Volvo has just announced that they’ve acquired Terrafugia, a Massachusetts-based startup and perhaps the most well-known flying car company out there. The dollar amount of the deal has yet to be disclosed, but considering the fact that this could notably speed up their flying car projects, you can be sure it was no paltry sum.
For some reason, Geely, Volvo’s parent company, is being questioned on the motivations behind the move. But with flying car technology becoming a more pressing market move and Terrafugia having easily the most promising path to completion in their “Transition” prototype, the decision to acquire this company seems like a bit of a no-brainer.
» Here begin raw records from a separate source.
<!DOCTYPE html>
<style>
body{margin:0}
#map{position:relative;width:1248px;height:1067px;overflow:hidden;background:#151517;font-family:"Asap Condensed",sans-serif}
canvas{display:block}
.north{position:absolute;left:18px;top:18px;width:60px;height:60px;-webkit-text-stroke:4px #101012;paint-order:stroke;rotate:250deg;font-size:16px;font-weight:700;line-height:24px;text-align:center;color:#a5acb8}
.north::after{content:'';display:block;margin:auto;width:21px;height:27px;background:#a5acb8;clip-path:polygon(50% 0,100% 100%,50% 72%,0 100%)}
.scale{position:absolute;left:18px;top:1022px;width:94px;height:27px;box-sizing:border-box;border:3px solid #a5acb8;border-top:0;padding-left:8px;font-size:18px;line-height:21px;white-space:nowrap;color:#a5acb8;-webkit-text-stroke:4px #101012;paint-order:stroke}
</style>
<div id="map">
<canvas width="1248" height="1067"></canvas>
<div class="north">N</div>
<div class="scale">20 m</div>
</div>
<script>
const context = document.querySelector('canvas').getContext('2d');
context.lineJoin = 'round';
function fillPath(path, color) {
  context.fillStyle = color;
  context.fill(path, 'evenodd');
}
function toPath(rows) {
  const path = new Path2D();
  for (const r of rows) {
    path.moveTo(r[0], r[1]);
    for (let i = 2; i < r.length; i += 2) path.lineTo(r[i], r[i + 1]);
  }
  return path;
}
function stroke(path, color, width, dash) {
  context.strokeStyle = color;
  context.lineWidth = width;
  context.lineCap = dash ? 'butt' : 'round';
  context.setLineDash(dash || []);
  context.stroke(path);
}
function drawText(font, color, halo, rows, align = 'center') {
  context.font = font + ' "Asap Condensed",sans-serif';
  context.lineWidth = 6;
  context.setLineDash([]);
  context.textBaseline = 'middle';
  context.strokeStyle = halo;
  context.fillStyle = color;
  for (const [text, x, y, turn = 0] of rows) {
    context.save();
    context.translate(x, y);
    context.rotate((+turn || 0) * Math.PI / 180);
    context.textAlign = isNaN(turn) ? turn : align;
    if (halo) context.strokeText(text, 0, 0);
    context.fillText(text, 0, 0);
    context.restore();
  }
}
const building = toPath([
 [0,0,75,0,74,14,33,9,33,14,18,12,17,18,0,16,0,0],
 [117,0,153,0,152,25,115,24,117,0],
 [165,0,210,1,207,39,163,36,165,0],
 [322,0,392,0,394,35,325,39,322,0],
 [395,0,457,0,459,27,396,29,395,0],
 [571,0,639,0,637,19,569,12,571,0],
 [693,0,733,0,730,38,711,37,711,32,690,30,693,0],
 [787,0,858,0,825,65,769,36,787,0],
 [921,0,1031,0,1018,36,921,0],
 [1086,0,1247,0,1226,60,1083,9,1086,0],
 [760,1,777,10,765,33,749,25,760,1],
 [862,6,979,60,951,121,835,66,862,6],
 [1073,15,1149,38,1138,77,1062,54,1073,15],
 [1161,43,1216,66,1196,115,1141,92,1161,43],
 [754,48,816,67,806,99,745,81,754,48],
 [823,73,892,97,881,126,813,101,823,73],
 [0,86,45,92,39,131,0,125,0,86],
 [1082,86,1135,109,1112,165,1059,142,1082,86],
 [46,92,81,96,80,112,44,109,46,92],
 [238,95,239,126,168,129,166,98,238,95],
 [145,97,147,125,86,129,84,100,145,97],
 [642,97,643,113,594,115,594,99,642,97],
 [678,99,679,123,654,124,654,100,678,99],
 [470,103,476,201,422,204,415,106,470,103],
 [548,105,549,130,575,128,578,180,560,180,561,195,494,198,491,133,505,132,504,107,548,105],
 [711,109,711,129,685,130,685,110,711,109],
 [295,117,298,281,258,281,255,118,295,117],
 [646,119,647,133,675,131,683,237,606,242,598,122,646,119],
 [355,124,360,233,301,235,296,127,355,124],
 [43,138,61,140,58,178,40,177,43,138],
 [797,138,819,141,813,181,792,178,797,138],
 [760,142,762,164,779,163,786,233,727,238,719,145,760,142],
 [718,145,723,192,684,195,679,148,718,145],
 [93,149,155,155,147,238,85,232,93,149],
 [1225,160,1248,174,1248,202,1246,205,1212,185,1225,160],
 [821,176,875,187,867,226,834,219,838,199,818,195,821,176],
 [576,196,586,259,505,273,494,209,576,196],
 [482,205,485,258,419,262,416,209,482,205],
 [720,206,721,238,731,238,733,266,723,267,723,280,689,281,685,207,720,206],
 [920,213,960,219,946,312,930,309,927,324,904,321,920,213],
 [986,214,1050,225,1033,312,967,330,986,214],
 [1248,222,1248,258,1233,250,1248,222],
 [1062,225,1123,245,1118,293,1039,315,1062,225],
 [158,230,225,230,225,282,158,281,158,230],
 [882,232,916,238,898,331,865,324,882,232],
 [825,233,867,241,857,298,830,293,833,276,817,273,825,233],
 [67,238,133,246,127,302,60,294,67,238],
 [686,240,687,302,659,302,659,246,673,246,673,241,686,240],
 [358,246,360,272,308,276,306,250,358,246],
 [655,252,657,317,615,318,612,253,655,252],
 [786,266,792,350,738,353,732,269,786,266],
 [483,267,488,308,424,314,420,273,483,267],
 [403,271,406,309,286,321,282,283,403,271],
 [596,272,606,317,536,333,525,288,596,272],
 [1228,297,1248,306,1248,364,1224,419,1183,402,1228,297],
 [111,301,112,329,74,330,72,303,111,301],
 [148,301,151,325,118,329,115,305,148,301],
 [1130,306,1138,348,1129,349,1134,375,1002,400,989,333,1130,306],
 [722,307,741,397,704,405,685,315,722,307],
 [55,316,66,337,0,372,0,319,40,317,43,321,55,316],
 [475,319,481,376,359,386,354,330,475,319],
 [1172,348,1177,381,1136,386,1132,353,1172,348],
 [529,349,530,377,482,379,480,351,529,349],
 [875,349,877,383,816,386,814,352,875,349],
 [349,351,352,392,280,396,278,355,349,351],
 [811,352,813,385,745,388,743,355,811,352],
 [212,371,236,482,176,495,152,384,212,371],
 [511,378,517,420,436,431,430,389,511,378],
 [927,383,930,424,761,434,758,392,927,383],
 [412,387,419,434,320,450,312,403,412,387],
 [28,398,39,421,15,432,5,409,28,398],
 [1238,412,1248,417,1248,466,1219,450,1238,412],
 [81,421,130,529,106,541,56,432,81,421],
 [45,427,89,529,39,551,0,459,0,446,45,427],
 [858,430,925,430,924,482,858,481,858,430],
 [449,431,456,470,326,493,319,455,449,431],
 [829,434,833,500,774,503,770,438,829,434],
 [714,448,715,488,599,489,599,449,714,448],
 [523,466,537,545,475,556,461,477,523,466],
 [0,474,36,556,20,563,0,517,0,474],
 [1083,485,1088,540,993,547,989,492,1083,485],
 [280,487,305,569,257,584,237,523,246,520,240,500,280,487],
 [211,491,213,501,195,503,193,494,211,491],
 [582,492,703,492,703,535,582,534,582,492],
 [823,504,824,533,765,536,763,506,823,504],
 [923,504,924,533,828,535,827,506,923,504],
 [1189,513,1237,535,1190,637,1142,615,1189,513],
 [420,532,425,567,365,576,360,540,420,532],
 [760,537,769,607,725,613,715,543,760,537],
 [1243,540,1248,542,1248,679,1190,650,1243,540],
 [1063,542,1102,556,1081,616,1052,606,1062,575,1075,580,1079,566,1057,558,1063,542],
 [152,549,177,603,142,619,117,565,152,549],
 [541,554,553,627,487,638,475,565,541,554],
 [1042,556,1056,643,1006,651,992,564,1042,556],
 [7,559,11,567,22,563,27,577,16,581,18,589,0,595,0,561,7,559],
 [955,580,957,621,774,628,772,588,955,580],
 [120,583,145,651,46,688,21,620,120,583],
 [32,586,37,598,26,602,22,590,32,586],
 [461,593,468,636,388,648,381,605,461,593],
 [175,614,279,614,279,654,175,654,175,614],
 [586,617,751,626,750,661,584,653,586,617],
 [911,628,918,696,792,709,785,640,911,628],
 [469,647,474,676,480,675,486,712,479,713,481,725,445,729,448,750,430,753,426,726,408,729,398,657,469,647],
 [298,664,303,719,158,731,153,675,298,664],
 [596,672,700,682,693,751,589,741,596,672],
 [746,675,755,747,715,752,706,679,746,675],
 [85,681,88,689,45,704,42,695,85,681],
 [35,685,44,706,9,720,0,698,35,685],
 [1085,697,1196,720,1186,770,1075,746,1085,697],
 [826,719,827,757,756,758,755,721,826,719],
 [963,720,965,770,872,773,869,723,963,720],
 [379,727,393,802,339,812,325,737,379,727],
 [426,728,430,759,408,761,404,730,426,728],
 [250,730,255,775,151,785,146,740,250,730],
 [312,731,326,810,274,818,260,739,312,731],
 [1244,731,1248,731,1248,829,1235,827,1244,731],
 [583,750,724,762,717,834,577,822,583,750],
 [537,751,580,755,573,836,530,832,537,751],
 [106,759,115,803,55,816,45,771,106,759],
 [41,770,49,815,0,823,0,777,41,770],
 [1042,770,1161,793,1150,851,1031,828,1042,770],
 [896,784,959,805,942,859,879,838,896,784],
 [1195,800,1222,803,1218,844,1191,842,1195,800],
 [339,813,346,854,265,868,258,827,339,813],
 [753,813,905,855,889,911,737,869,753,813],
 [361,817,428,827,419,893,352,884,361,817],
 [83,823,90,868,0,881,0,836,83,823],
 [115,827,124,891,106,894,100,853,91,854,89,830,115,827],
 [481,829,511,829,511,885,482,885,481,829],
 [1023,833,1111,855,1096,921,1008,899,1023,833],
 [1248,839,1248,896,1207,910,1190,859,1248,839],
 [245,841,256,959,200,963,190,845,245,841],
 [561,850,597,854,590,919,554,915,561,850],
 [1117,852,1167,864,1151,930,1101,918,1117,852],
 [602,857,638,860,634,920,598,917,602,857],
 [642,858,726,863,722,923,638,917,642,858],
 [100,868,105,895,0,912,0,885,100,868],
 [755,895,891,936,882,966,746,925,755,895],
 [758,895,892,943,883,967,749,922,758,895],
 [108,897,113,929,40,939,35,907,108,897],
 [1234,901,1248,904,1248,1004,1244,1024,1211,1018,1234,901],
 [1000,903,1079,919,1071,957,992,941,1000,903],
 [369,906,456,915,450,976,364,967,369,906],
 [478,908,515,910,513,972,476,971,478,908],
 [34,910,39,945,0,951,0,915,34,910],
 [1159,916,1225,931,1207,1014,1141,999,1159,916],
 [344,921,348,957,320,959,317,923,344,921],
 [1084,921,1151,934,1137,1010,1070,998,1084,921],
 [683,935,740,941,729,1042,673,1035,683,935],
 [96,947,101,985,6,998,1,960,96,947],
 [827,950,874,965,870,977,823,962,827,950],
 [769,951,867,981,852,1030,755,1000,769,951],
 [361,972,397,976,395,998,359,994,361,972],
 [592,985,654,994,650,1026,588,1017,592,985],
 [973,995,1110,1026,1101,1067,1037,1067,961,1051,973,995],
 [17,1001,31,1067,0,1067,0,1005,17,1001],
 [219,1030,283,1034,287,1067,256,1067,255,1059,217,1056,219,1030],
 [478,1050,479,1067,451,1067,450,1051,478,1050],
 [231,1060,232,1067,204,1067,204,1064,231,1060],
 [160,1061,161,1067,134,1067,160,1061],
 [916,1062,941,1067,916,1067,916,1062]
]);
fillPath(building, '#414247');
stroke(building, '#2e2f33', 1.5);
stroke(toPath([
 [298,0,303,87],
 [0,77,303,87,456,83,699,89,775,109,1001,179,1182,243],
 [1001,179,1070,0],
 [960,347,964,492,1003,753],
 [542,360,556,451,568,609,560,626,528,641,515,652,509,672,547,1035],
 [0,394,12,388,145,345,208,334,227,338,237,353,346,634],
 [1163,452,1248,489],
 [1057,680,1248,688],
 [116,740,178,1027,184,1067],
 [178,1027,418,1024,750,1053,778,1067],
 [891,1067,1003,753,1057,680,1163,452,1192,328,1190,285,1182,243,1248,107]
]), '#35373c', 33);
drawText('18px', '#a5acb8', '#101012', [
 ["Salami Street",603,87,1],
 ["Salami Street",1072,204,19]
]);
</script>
The real question isn’t whether or not flying cars are cool, it’s whether they’re practical. While the self-driving technology discussion is built on a foundation of convenience and safety, flying cars are understandably shrouded in a fog of safety concerns, roadway problems, and futuristic aspirations based on a cartoon from the early 60s. Plus, when one of the most innovative minds in the world isn’t on your side, it can be hard to get things off the ground.
“There is a challenge with flying cars in that they’ll be quite noisy, the wind force generated will be very high,” said Elon Musk, founder of SpaceX and Tesla. “If something’s flying over your head and there’s a whole bunch of flying cars going all over the place, that is not an anxiety-reducing situation. You’re thinking, ‘Did they service their hubcap, or is it going to come off and guillotine me?’”
While figuring out the bugs of flying cars could take a while, Volvo’s decision to get ahead of the pack could prove lucrative in the future. Because if we’ve learned anything from the evolution of technology in the last few years, it’s that there’s no telling what we could be using to drive in the future.